The restorations are part of a current renaissance helping to bolster the duo’s notoriety in America. There have been several Laurel & Hardy DVD and Bluray releases with more on the way, a steady stream of books as well as revised editions of some of the more essential texts including Randy Skretvedt’s Laurel & Hardy: the Magic Behind the Movies and Scott MacGillivray’s Laurel & Hardy: from the Forties Forward; a cover-featured article in nationally distributed Closer Magazine, and even a bio-pic starring Steve Coogan and John C. Reilly, focusing on the act’s final days touring the world and delighting audiences live on stage.
“I encourage everyone reading who cares about these vital films to consider making a donation to the restoration efforts – all it takes is a visit to UCLA’s website for the project, www.savelaurelandhardy.com,” suggests Castiglia. “The best way to restore interest in the team is literally keeping the films themselves ‘alive’ for future generations to see.”
Castiglia, a writer of comics and animation, is involved in several projects related to film history.

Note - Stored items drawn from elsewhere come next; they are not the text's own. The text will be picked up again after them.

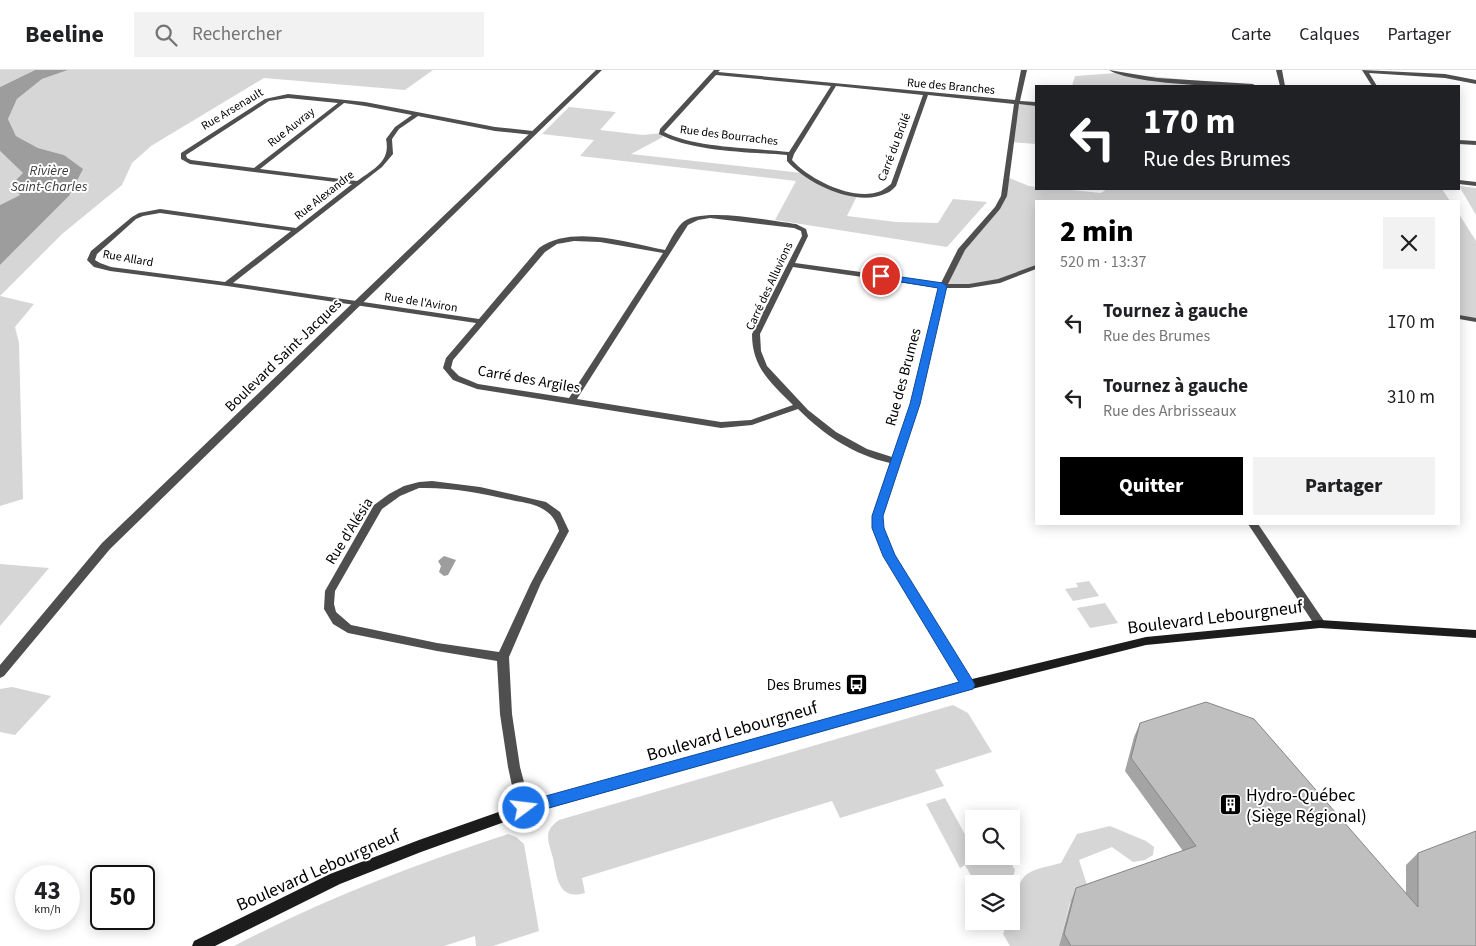 <!DOCTYPE html>
<html lang="fr">
<meta charset="utf-8">
<style>
:root{--surface:#fff;--page:#f2f2f2;--text:#202124;--muted:#757577;--line:#e0e0e0;--accent:#000}
body{margin:0;font-family:"Source Sans 3",sans-serif;background:var(--page);color:var(--text);height:100vh;display:flex;flex-direction:column;font-size:19px;white-space:nowrap}
*{box-sizing:border-box;margin:0}
p{font-size:16px;color:var(--muted)}
.icon{flex:none;width:28px;height:28px;fill:none;stroke:currentColor;stroke-width:2;stroke-linecap:round;stroke-linejoin:round}
.map{position:relative;flex:1;overflow:hidden}
.details{position:absolute;left:1035px;top:130px;width:425px;height:325px;display:flex;flex-direction:column;background:var(--surface);border-radius:0px;box-shadow:0 2px 12px #0003}
.details>*{flex:none}
.guide{position:absolute;left:1035px;top:15px;width:425px;height:105px;border-radius:0px;box-shadow:0 2px 12px #0003;background:#202124;color:#fff;overflow:hidden}
.tools{position:absolute;left:965px;top:740px;display:grid;gap:10px}
.tools a{display:grid;place-items:center;width:55px;height:55px;border-radius:0px;background:var(--surface);box-shadow:0 2px 12px #0003;font-size:25px}
.speed{position:absolute;left:15px;top:795px;display:flex;gap:10px;font-size:25px;font-weight:700;text-align:center}
.speed>*{display:grid;place-content:center;width:65px;height:65px;border-radius:50%;background:var(--surface);box-shadow:0 2px 12px #0003;line-height:1}
.speed small{font-size:12px;font-weight:400}
.speed .limit{border:2px solid #111;border-radius:8px;background:#fff;color:#111}
.pin{position:absolute;display:grid;place-items:center;width:42px;height:42px;color:#fff;margin:-21px;border:2px solid #fff;border-radius:50%;box-shadow:0 1px 5px #0007}
.me{position:absolute;width:55px;margin:-28px;rotate:75deg;stroke-linejoin:round;filter:drop-shadow(0 0 4px #0008)}
.turn{display:flex;align-items:center;gap:18px;height:105px;padding:0 25px;font-size:22px}
.turn .icon{width:65px;height:65px;stroke-width:2.5}
.turn b{display:block;font-size:35px;line-height:42px}
.round{display:grid;place-items:center;flex:none;width:52px;height:52px;border-radius:0px;background:var(--page)}
.head{display:flex;align-items:center;justify-content:space-between;height:85px;padding:0 25px}
h1{font-size:30px;font-weight:800;line-height:38px;color:var(--accent)}
.primary-button{display:flex;gap:10px;margin-top:auto;padding:10px 25px}
.primary-button a{flex:1;height:58px;border-radius:0px;background:var(--accent);color:#fff;font-size:20px;font-weight:800;line-height:58px;text-align:center}
.primary-button a+a{background:var(--page);color:var(--text)}
ul{padding:0;list-style:none}
li{display:flex;align-items:center;gap:15px;height:75px;padding:0 25px}
li div{flex:1}
li b{display:block;font-size:19px}
li em{font-style:normal}
header{display:flex;align-items:center;gap:30px;box-sizing:border-box;height:70px;padding:0 25px;background:var(--surface);border-bottom:1px solid var(--line)}
header strong{font-size:24px}
nav{display:flex;gap:28px;margin-inline-start:auto;font-size:18px}
.search{width:350px;height:45px;background:var(--page);display:flex;align-items:center;gap:12px;box-sizing:border-box;padding:0 18px;border-radius:0px;color:var(--muted);font-size:19px}
.map>svg:first-child{display:block}
.green{fill:#d6d6d6}
.water{fill:#9d9d9d}
.lines{fill:none;stroke-linecap:round;stroke-linejoin:round}
.minor{fill:#4f4f4f;fill-rule:evenodd}
.tertiary{fill:#4f4f4f;fill-rule:evenodd}
.secondary{fill:#1c1c1c;fill-rule:evenodd}
.wall{fill:#a4a4a4}
.building{fill:#bfbfbf;stroke:#868686}
.route{fill:#1a73e8;stroke:#114b97}
.labels{text-anchor:middle;stroke-width:4;stroke-linejoin:round;paint-order:stroke}
.far-street-label{font-size:12px;fill:#000;stroke:#fff}
.far-water-label{font-size:14px;font-style:italic;fill:#3e3e3e;stroke:#fff}
.street-label{font-size:15px;fill:#000;stroke:#fff}
.poi-label{font-size:15px;fill:#000;stroke:#fff;text-anchor:end}
.near-street-label{font-size:18px;fill:#000;stroke:#fff}
.near-poi-label{font-size:18px;fill:#000;stroke:#fff;text-anchor:start}
</style>
<header>
<strong>Beeline</strong>
<div class="search"><svg class="icon" aria-label="search" viewBox="0 0 24 24"><circle cx="10" cy="10" r="6"/><path d="M15 15l6 6"/></svg>Rechercher</div>
<nav><a>Carte</a><a>Calques</a><a>Partager</a></nav>
</header>
<div class="map">
<svg width="1476" height="876" viewBox="0 0 1476 876">
<rect width="100%" height="100%" fill="#fff"/>
<!-- green -->
<g class="green">
<polygon points="0,0 35,0 0,17"/>
<polygon points="68,0 433,0 405,20 264,8 151,76 132,93 122,115 62,164 0,226 34,234 15,257 19,273 23,429 0,436 0,195 69,126 73,93 64,85 38,78 16,66 8,49 17,29 42,9"/>
<polygon points="1117,3 1253,16 1072,16 1075,6"/>
<polygon points="1017,32 1036,34 1036,74 1011,72"/>
<polygon points="569,37 616,42 600,60 643,65 661,63 663,67 631,84 802,103 839,121 858,124 847,146 896,152 938,153 953,129 987,132 947,177 775,150 796,111 580,86 594,70 542,64"/>
<polygon points="0,81 23,103 20,125 0,135"/>
<polygon points="1007,107 1029,116 1036,117 1036,119 1062,119 1101,123 1107,119 1442,119 1450,131 1036,131 1036,197 1000,211 969,216 943,216 955,189 998,138"/>
<polygon points="1459,116 1476,118 1476,145"/>
<polygon points="1459,144 1476,171 1476,250 1459,247"/>
<polygon points="0,494 49,498 0,556"/>
<polygon points="1089,511 1099,526 1073,531 1065,519 1078,517 1076,513"/>
<polygon points="1105,533 1118,553 1090,558 1077,538"/>
<polygon points="12,617 51,626 15,665 0,662 0,619"/>
<path d="M 953,635 L 968,643 L 992,682 L 935,700 L 944,716 L 840,748 L 832,731 L 582,808 L 585,823 C 558,831 557,807 553,788 C 551,780 546,769 549,761 C 551,756 555,753 559,750 Z"/>
<polygon points="945,728 967,768 974,766 974,786 1007,786 1015,800 1011,814 976,814 965,795 960,798 926,734"/>
<path d="M 1110,756 L 1146,771 L 1154,777 L 1153,785 L 1145,790 L 1133,792 L 1112,777 L 1079,790 L 1090,824 L 1070,832 L 1059,876 L 1010,876 L 1003,864 L 1008,851 L 1011,851 C 1011,840 1017,811 1027,804 C 1035,798 1051,796 1061,793 L 1077,764 Z"/>
<path d="M 508,764 L 516,767 L 524,774 L 539,861 L 493,876 L 476,876 L 475,866 L 444,876 L 234,876 C 322,830 413,795 508,764 Z"/>
</g>
<!-- water -->
<g class="water">
<polygon points="35,0 68,0 42,9 17,29 8,49 16,66 38,78 64,85 83,99 69,126 0,195 0,135 20,125 12,114 23,103 0,81 0,17"/>
<polygon points="444,486 456,490 448,505 444,506 439,502 441,496 438,491"/>
</g>
<g class="lines">
<!-- minor -->
<g class="minor">
<path d="M 714,0 L 720,0 L 718,2 L 1015,30 L 1021,0 L 1027,0 L 1020,31 L 1036,32 L 1036,36 L 1019,34 L 1007,126 L 1000,139 L 965,180 L 948,214 L 969,214 L 998,209 L 1036,195 L 1036,199 L 1000,213 L 969,218 L 946,218 L 919,334 L 882,447 L 883,458 L 894,486 L 972,612 L 974,615 L 972,618 L 968,620 L 964,618 L 884,486 L 873,458 L 872,447 L 890,393 C 854,385 824,365 798,339 L 752,355 L 721,358 L 477,319 L 453,310 L 443,298 L 446,288 L 476,253 L 227,216 L 110,201 L 94,197 L 87,190 L 91,181 L 132,147 L 139,143 L 160,139 L 296,158 L 352,114 L 190,94 L 181,89 L 181,83 L 265,29 L 288,24 L 365,32 L 495,57 L 533,61 L 536,63 L 533,65 L 495,61 L 418,46 L 399,59 L 392,69 L 393,84 L 382,97 L 233,213 L 479,249 L 539,178 C 572,154 629,173 665,180 C 670,171 675,160 682,153 C 699,136 772,151 796,154 L 806,159 L 808,166 L 795,193 L 941,213 L 958,179 L 995,137 L 1001,126 L 1014,34 L 928,25 L 896,116 C 893,119 890,122 887,123 C 857,138 807,114 787,91 L 787,85 C 749,82 693,82 659,64 L 660,59 ZM 716,5 L 831,16 L 789,82 C 754,78 694,78 664,62 ZM 836,16 L 923,25 L 891,114 C 888,116 885,119 881,121 C 854,132 810,110 792,90 L 794,84 ZM 288,28 L 338,33 L 254,98 L 191,90 L 187,88 L 186,85 L 269,31 ZM 344,33 L 365,36 L 412,45 L 395,57 L 386,69 C 391,92 373,99 357,111 L 260,99 ZM 160,143 L 291,161 L 225,212 L 111,197 L 100,193 L 95,190 L 97,184 L 136,149 L 143,146 ZM 710,148 L 794,158 L 801,161 L 802,166 L 752,264 C 752,298 771,313 793,335 L 751,350 L 721,352 L 577,329 L 688,155 L 698,150 ZM 574,171 L 600,172 L 663,183 L 569,328 L 478,314 L 459,306 L 451,298 L 453,290 L 545,182 L 557,174 ZM 793,197 L 939,218 L 911,334 L 892,387 L 867,379 L 836,362 L 808,340 L 767,296 L 761,281 L 760,264 Z"/>
<path d="M 1109,0 L 1157,8 L 1253,14 L 1256,16 C 1228,18 1131,14 1109,0 Z"/>
<polygon points="1276,0 1282,0 1285,16 1280,16"/>
<polygon points="1362,0 1445,4 1476,10 1476,14 1445,8 1369,3 1377,16 1372,16"/>
<polygon points="1459,70 1476,71 1476,75 1459,74"/>
<polygon points="1459,110 1476,112 1476,116 1459,114"/>
<polygon points="1459,245 1476,248 1476,252 1459,249"/>
<path d="M 432,411 L 480,417 L 546,432 L 560,442 L 569,461 L 541,513 L 509,587 L 512,644 L 520,697 L 531,739 L 529,743 L 524,745 L 519,743 L 517,739 L 508,697 L 500,644 L 497,591 L 437,581 L 348,563 L 333,554 L 324,539 L 325,521 L 374,435 L 389,424 L 404,416 L 419,412 ZM 419,418 C 450,417 480,423 511,430 C 520,432 532,433 541,438 C 551,443 556,450 559,461 L 531,513 L 499,582 L 437,573 L 351,555 L 336,542 L 334,534 L 335,521 L 382,439 L 400,426 Z"/>
<polygon points="1248,454 1258,454 1324,551 1326,554 1324,557 1316,557"/>
</g>
<!-- tertiary -->
<polygon class="tertiary" points="596,0 602,0 110,479 4,606 0,608 0,595 102,473"/>
<!-- secondary -->
<polygon class="secondary" points="1320,550 1476,560 1476,568 1320,558 1146,575 968,620 524,745 421,782 340,814 215,876 192,876 194,871 330,804 419,770 524,733 968,610 1146,567"/>
</g>
<!-- wall -->
<polygon class="wall" points="1140,653 1406,824 1406,795 1418,783 1476,876 1059,876 1071,831 1076,818 1183,781 1125,701 1134,667"/>
<!-- building -->
<polygon class="building" points="1206,632 1254,649 1418,837 1418,783 1476,761 1476,876 1071,876 1064,864 1076,818 1196,776 1131,688 1140,653"/>
<!-- route -->
<polygon class="route" points="881,204 943,213 947,216 920,334 883,446 884,458 895,485 973,611 975,615 973,619 524,745 519,743 517,738 519,734 524,732 959,612 883,486 872,458 872,446 910,334 938,218 878,208 878,205"/>
<!-- icons -->
<defs>
<symbol id="bus-square" viewBox="-11 -11 22 22"><rect x="-9" y="-9" width="18" height="18" rx="4" fill="#000" stroke="#fff"/><path d="M-5-6H5V4H4V6H2V4H-2V6H-4V4H-5ZM-3.5-4V0h7V-4ZM-3.5 1.2v1.5H-2V1.2ZM2 1.2v1.5H3.5V1.2Z" fill="#fff"/></symbol>
<symbol id="building-square" viewBox="-11 -11 22 22"><rect x="-9" y="-9" width="18" height="18" rx="4" fill="#000" stroke="#fff"/><path d="M-4-6H4V6H1V3H-1V6H-4ZM-2.5-4.3h1.7v1.8h-1.7ZM.8-4.3h1.7v1.8H.8ZM-2.5-1h1.7V.8h-1.7ZM.8-1h1.7V.8H.8Z" fill="#fff"/></symbol>
</defs>
<g fill-rule="evenodd">
<use href="#bus-square" x="844" y="602" width="25" height="25"/>
<use href="#building-square" x="1218" y="722" width="25" height="25"/>
</g>
<g class="labels">
<!-- far-street labels -->
<g class="far-street-label">
<text transform="translate(951 16) rotate(5)" y="4">Rue des Branches</text>
<text transform="translate(232 39) rotate(-31)" y="4">Rue Arsenault</text>
<text transform="translate(291 57) rotate(-38)" y="4">Rue Auvray</text>
<text transform="translate(729 65) rotate(7)" y="4">Rue des Bourraches</text>
<text transform="translate(894 77) rotate(-69)" y="4">Carré du Brûlé</text>
<text transform="translate(324 125) rotate(-38)" y="4">Rue Alexandre</text>
<text transform="translate(128 188) rotate(10)" y="4">Rue Allard</text>
<text transform="translate(769 216) rotate(-65)" y="4">Carré des Alluvions</text>
<text transform="translate(421 232) rotate(9)" y="4">Rue de l'Aviron</text>
</g>
<!-- far-water labels -->
<g class="far-water-label">
<text x="49" y="105">Rivière<tspan x="49" dy="16">Saint-Charles</tspan></text>
</g>
<!-- street labels -->
<g class="street-label">
<text transform="translate(283 285) rotate(-44)" y="5">Boulevard Saint-Jacques</text>
<text transform="translate(903 307) rotate(-75)" y="5">Rue des Brumes</text>
<text transform="translate(529 309) rotate(10)" y="5">Carré des Argiles</text>
<text transform="translate(349 461) rotate(-58)" y="5">Rue d'Alésia</text>
</g>
<!-- poi labels -->
<g class="poi-label">
<text x="841" y="620">Des Brumes</text>
</g>
<!-- near-street labels -->
<g class="near-street-label">
<text transform="translate(1215 547) rotate(-7)" y="6">Boulevard Lebourgneuf</text>
<text transform="translate(732 661) rotate(-16)" y="6">Boulevard Lebourgneuf</text>
<text transform="translate(318 800) rotate(-24)" y="6">Boulevard Lebourgneuf</text>
</g>
<!-- near-poi labels -->
<g class="near-poi-label">
<text x="1246" y="731">Hydro-Québec<tspan x="1246" dy="21">(Siège Régional)</tspan></text>
</g>
</g>
</svg>
<div class="tools">
<a><svg class="icon" aria-label="search" viewBox="0 0 24 24"><circle cx="10" cy="10" r="6"/><path d="M15 15l6 6"/></svg></a>
<a><svg class="icon" aria-label="layers" viewBox="0 0 24 24"><path d="M12 4l9 5-9 5-9-5zM3 14l9 5 9-5"/></svg></a>
</div>
<div class="speed"><div>43<small>km/h</small></div><div class="limit">50</div></div>
<div class="pin" style="left:881px;top:206px;background:#d93025"><svg class="icon" aria-label="arrive" viewBox="0 0 24 24"><path d="M6 21V4h12l-3 4 3 4H6"/></svg></div>
<svg class="me" style="left:524px;top:738px" viewBox="-20 -20 40 40"><circle r="17" fill="#1a73e8" stroke="#fff" stroke-width="3"/><path d="M0-11L8 9 0 5-8 9z" fill="#fff"/></svg>
<div class="guide">
<div class="turn"><svg class="icon" aria-label="left" viewBox="0 0 24 24"><path d="M17 20v-9H6M10 6l-5 5 5 5"/></svg><div><b>170 m</b>Rue des Brumes</div></div>
</div>
<section class="details">
<div class="head"><div><h1>2 min</h1><p>520 m · 13:37</p></div><a class="round"><svg class="icon" aria-label="close" viewBox="0 0 24 24"><path d="M6 6l12 12M18 6L6 18"/></svg></a></div>
<ul>
<li><svg class="icon" aria-label="left" viewBox="0 0 24 24"><path d="M17 20v-9H6M10 6l-5 5 5 5"/></svg><div><b>Tournez à gauche</b><p>Rue des Brumes</p></div><em>170 m</em></li>
<li><svg class="icon" aria-label="left" viewBox="0 0 24 24"><path d="M17 20v-9H6M10 6l-5 5 5 5"/></svg><div><b>Tournez à gauche</b><p>Rue des Arbrisseaux</p></div><em>310 m</em></li>
</ul>
<div class="primary-button"><a>Quitter</a><a>Partager</a></div>
</section>
</div>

In addition to speaking at the West Orange Classic Film Festival, he’s contributed to a book of essays on the films of Vincent Price for Midnight Marquee Press, is writing a book called Scared Silly about classic horror-comedy films where comedians get mixed up in spooky situations (www.scaredsillybypaulcastiglia.blogspot.com), and is an Executive Producer of an upcoming documentary about the Dead End Kids and Bowery Boys (www.imdb.com/title/tt3744254).
The Laurel & Hardy Double Feature screening takes place at the 11th Annual West Orange Classic Film Festival on Sunday, January 28th from 2:00 to 4:00 at the AMC Movie Theater at Essex Green, located at 495 Prospect Avenue, West Orange, New Jersey. Other films being screened in the West Orange Classic Film Festival include Rosemary’s Baby (1-7), The Great Dictator (1-14), Shadow of a Doubt (1-21), Love & Anarchy (2-4), The Black Maria Film Festival (2-11), Do the Right Thing (2-18) and Shane (2-25). Tickets for all shows are available for purchase at Fandango.com.